Understanding the Value of Groundwater in a Changing Climate

Woman pumping water from a well in India. Photo credit: Nishasharma/Shutterstock

Groundwater provides almost half of all drinking water worldwide, but is threatened by over-exploitation and pollution.


Groundwater anchors water and food security in many regions, providing nearly half the volume of all water withdrawn for domestic use and about 43 percent of water use for irrigation. But as a common-pool resource with open access, groundwater has historically been undervalued, overexploited, and mismanaged.

As "nature’s insurance," groundwater serves to protect food security, reduce poverty, and boost resilient economic growth. Easily accessible aquifers provide buffering for economies and, in the event of drought, can reduce global economic growth losses by up to a third and can protect cities against day-zero-type events. These resources also play a critical role in adapting to climate change by sustaining a broad range of dependent ecosystems and providing fresh water when surface water resources are scarce. Without the natural buffer of groundwater, households could suffer almost twice the loss in agricultural productivity. By insulating farms and incomes from climatic shocks, the insurance of groundwater translates into protection against malnutrition. As groundwater becomes depleted, however, the resilience it provides is at risk. Without action, the world will become more vulnerable to climate shocks.

Some regions where groundwater is most needed have yet to tap its potential, while others are overexploiting the resource, with a disproportionate impact on vulnerable households.  In the Middle East, South Asia, and Central Asia, for example, more than 80 percent of large cities rely on groundwater as their main source. By transitioning to a broader diversification of their water source portfolio, including enhanced water storage and managed demand, these regions can sustainably protect groundwater resources. In contrast, many countries in Sub-Saharan Africa have underused groundwater. Valuing the resource can leverage its buffering potential for farmer-led irrigation while preventing path-dependent maladaptation and mismanagement.

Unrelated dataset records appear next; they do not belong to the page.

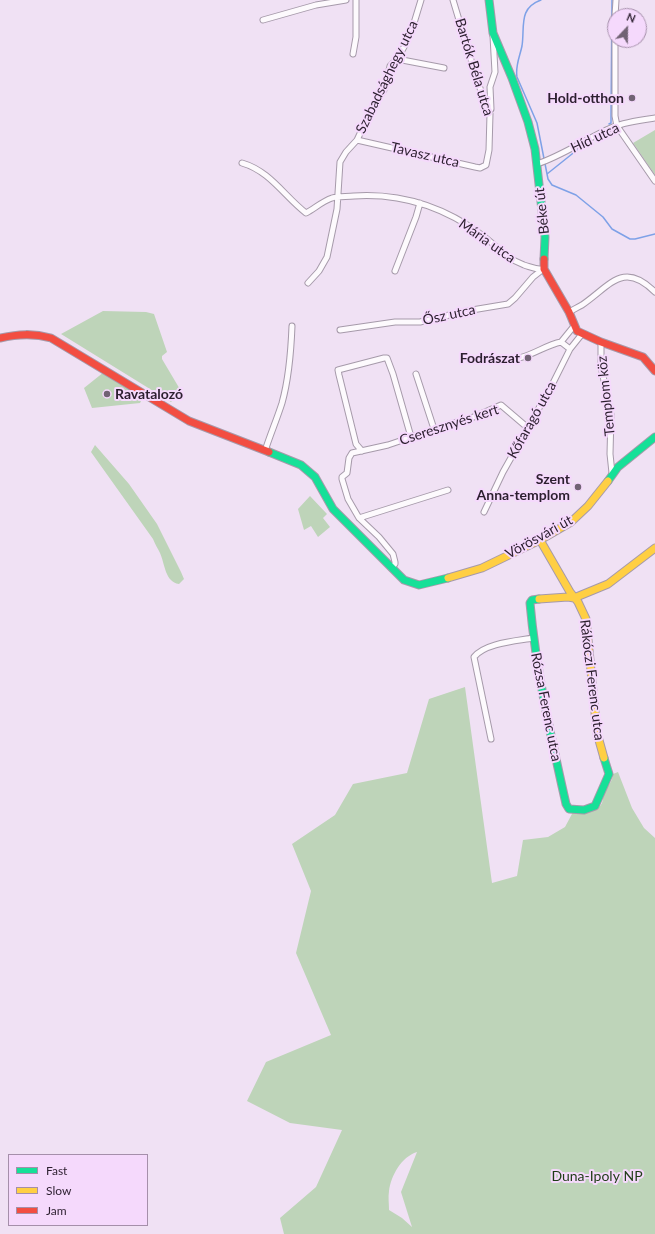 <!DOCTYPE html>
<meta charset="utf-8">
<style>
body{margin:0}
#map{position:relative;width:655px;height:1234px;overflow:hidden;background:#f0e1f4;font-family:Lato,sans-serif}
canvas{display:block}
.legend{position:absolute;left:8px;top:1154px;width:140px;height:72px;box-sizing:border-box;background:#f5d9fc;border:1px solid #a58faa;margin:0;padding:5px 7px;list-style:none;font-size:12px;color:#2c1f2f}
.legend li{display:flex;align-items:center;gap:8px;height:20px}
.legend b{width:20px;border:1px solid #a58faa}
.north{position:absolute;left:607px;top:8px;width:40px;height:40px;box-sizing:border-box;background:#f5d9fc;border:1px solid #a58faa;border-radius:50%;rotate:22deg;font-size:11px;font-weight:700;line-height:16px;text-align:center;color:#2c1f2f}
.north::after{content:'';display:block;margin:auto;width:14px;height:18px;background:#716374;clip-path:polygon(50% 0,100% 100%,50% 72%,0 100%)}
</style>
<div id="map">
<canvas width="655" height="1234"></canvas>
<ul class="legend">
<li><b style="height:5px;background:#16e098"></b>Fast</li>
<li><b style="height:5px;background:#ffcf43"></b>Slow</li>
<li><b style="height:5px;background:#f24e42"></b>Jam</li>
</ul>
<div class="north">N</div>
</div>
<script>
const g = document.querySelector('canvas').getContext('2d');
g.lineJoin = 'round';
function fillPath(path, color) { g.fillStyle = color; g.fill(path, 'evenodd'); }
function trace(path, color, width, dash) { g.strokeStyle = color; g.lineWidth = width; g.lineCap = dash ? 'butt' : 'round'; g.setLineDash(dash || []); g.stroke(path); }
function label(font, color, halo, rows, align = 'center') {
  g.font = font + ' Lato,sans-serif'; g.lineWidth = 4; g.setLineDash([]); g.textBaseline = 'middle'; g.strokeStyle = halo; g.fillStyle = color; for (const [text, x, y, turn = 0] of rows) {
    g.save(); g.translate(x, y); g.rotate((+turn || 0) * Math.PI / 180); g.textAlign = isNaN(turn) ? turn : align; if (halo) g.strokeText(text, 0, 0); g.fillText(text, 0, 0); g.restore();
  }
}
fillPath(new Path2D(`
 M 655,130 L 655,175 L 633,143 Z
 M 103,311 L 146,312 L 154,314 L 167,352 L 162,356 L 162,359 L 181,391 L 171,402 L 61,334 Z
 M 104,372 L 143,397 L 140,403 L 92,408 L 84,388 Z
 M 95,445 L 129,484 L 157,524 L 181,572 L 184,579 L 179,584 C 165,582 165,564 160,553 C 158,549 155,544 153,539 L 91,452 Z
 M 310,496 L 327,514 L 323,518 L 330,527 L 318,537 L 311,526 L 304,530 L 298,509 Z
 M 465,687 L 492,883 L 517,876 L 523,840 L 548,837 L 565,827 L 573,812 C 583,813 596,814 602,803 C 603,800 603,797 604,794 C 607,785 612,784 613,774 L 618,772 L 632,808 L 644,828 L 655,838 L 655,1234 L 284,1234 L 280,1218 L 316,1187 L 342,1130 L 290,1123 L 247,1101 L 266,1062 L 331,1035 L 296,953 L 311,891 L 292,844 L 335,815 L 353,784 L 407,773 L 429,699 ZM 417,1152 L 401,1192 L 412,1227 L 402,1218 L 389,1210 C 389,1204 388,1197 389,1191 C 391,1176 401,1157 417,1152 Z`), '#bed4b9');
trace(new Path2D(`
 M 541,0 C 518,8 525,27 522,46 C 520,56 515,66 517,77 L 537,123 L 548,179 L 552,185 L 576,195 L 603,217 L 612,229 L 630,239 L 635,239 L 655,234
 M 609,124 L 611,123 L 611,117 L 612,0
 M 547,174 L 577,150`), '#7ea1e7', 1.5);
const street = new Path2D(`
 M 615,16 L 616,0
 M 263,20 L 316,5 L 346,0
 M 615,40 L 615,116 L 617,126 L 655,181
 M 353,54 L 356,37 L 356,0
 M 397,59 L 444,68
 M 491,109 L 490,87 L 495,72 L 493,36
 M 357,140 L 475,167 L 480,168 L 486,165 L 489,150 L 490,114 L 478,83 L 453,0
 M 242,163 C 270,171 284,196 306,213 C 315,208 323,201 332,198 C 339,196 347,197 354,196 C 401,193 444,207 482,235 C 497,246 505,258 524,265 C 531,267 536,270 544,269
 M 537,164 C 564,155 587,138 613,127 C 625,122 641,120 655,118
 M 395,271 L 416,217 L 420,203
 M 308,283 L 319,271 L 327,257 L 337,209 L 340,162 L 346,152 L 357,140 L 372,108 L 384,90 L 390,66 L 397,59 L 404,47 L 414,23 L 421,0
 M 569,312 C 573,310 578,307 582,305 C 610,286 623,260 655,292
 M 340,330 L 395,322 L 420,322 L 466,311 L 508,304 L 515,298 L 533,277 L 542,270
 M 561,342 L 574,326
 M 561,342 L 570,349
 M 601,342 L 601,366 L 611,415 L 610,454 L 612,473
 M 502,358 C 524,363 541,346 561,342
 M 416,374 L 434,429
 M 265,451 C 270,435 277,419 282,403 C 289,378 291,352 292,326
 M 362,451 L 356,444 L 339,375 L 338,370 L 384,358 L 387,358 L 393,374 L 411,437
 M 484,512 L 503,472 L 552,385 L 570,349 L 582,334
 M 359,518 L 448,490
 M 391,568 L 395,564 L 395,562 L 393,554 L 379,537 L 359,518 L 348,499 L 342,479 L 342,477 L 347,473 L 349,458 L 352,453 L 388,445 L 450,424 L 469,419 L 501,405 L 528,428
 M 491,739 L 474,657 C 485,643 516,641 533,638`);
const fast = new Path2D(`
 M 489,0 L 493,33 L 512,78 L 528,122 L 535,149 L 545,237 L 544,259
 M 269,452 L 301,465 L 315,477 L 333,509 L 404,580 L 419,585 L 448,578
 M 608,481 L 618,467 L 655,437
 M 539,599 L 532,600 L 530,603 C 536,671 551,737 566,804 L 569,809 L 584,810 L 595,806 L 609,774 L 604,758`);
const slow = new Path2D(`
 M 540,540 L 570,592 L 578,602 L 586,619 L 597,733 L 604,758
 M 448,578 L 482,568 L 540,540 L 571,522 L 588,506 L 608,481
 M 539,599 L 568,597 L 574,598 L 608,584 L 655,548`);
const jam = new Path2D(`
 M 544,259 L 544,269 L 569,312 L 577,331 L 601,342 L 643,357 L 655,371
 M 0,338 C 18,334 33,333 51,338 L 189,421 L 269,452`);
trace(street, '#a69aaa', 7);
trace(fast, '#a69aaa', 9);
trace(slow, '#a69aaa', 9);
trace(jam, '#a69aaa', 9);
trace(street, '#fdfafd', 5);
trace(fast, '#16e098', 7);
trace(slow, '#ffcf43', 7);
trace(jam, '#f24e42', 7);
for (const [x, y, r, color] of [
 [632,98,4,"#716374"],
 [528,358,4,"#716374"],
 [107,394,4,"#716374"],
 [578,487,4,"#716374"]
]) { const dot = new Path2D(); dot.arc(x, y, r, 0, 2 * Math.PI); g.fillStyle = color; g.fill(dot); trace(dot, '#f5d9fc', 1.5); }
label('14px', '#2c1f2f', '#f5d9fc', [
 ["Bartók Béla utca",474,67,73],
 ["Szabadsághegy utca",387,77,-64],
 ["Híd utca",595,138,-25],
 ["Tavasz utca",425,155,13],
 ["Béke út",542,211,-96],
 ["Mária utca",487,241,35],
 ["Ősz utca",449,315,-12],
 ["Templom köz",606,396,-96],
 ["Kőfaragó utca",532,420,-61],
 ["Cseresznyés kert",449,425,-18],
 ["Vörösvári út",539,537,-29],
 ["Rákóczi Ferenc utca",592,680,83],
 ["Rózsa Ferenc utca",546,707,79]
]);
label('bold 14px', '#2c1f2f', '#f5d9fc', [
 ["Hold-otthon",624,98],
 ["Fodrászat",520,358],
 ["Ravatalozó",115,394,"left"],
 ["Szent",570,479],
 ["Anna-templom",570,495]
], 'right');
label('14px', '#1e3c16', '#f5d9fc', [
 ["Duna-Ipoly NP",597,1176]
]);
</script>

While the range of groundwater use is highly variable across regions, in most cases, groundwater is undervalued­—or not valued at all. Depletion, degradation, and competition for groundwater threaten its sustainability, threatening to rob future generations of this resource. High-level political and cross-sectoral action is urgently needed to ensure that the private and social costs of groundwater use are aligned and that this precious resource is properly valued and carefully managed.

Later this year, the World Bank will release The Hidden Wealth of Nations: Groundwater in Times of Climate Change. This report will examine the value of groundwater, the opportunities to leverage its potential, and the costs of mismanaging this resource.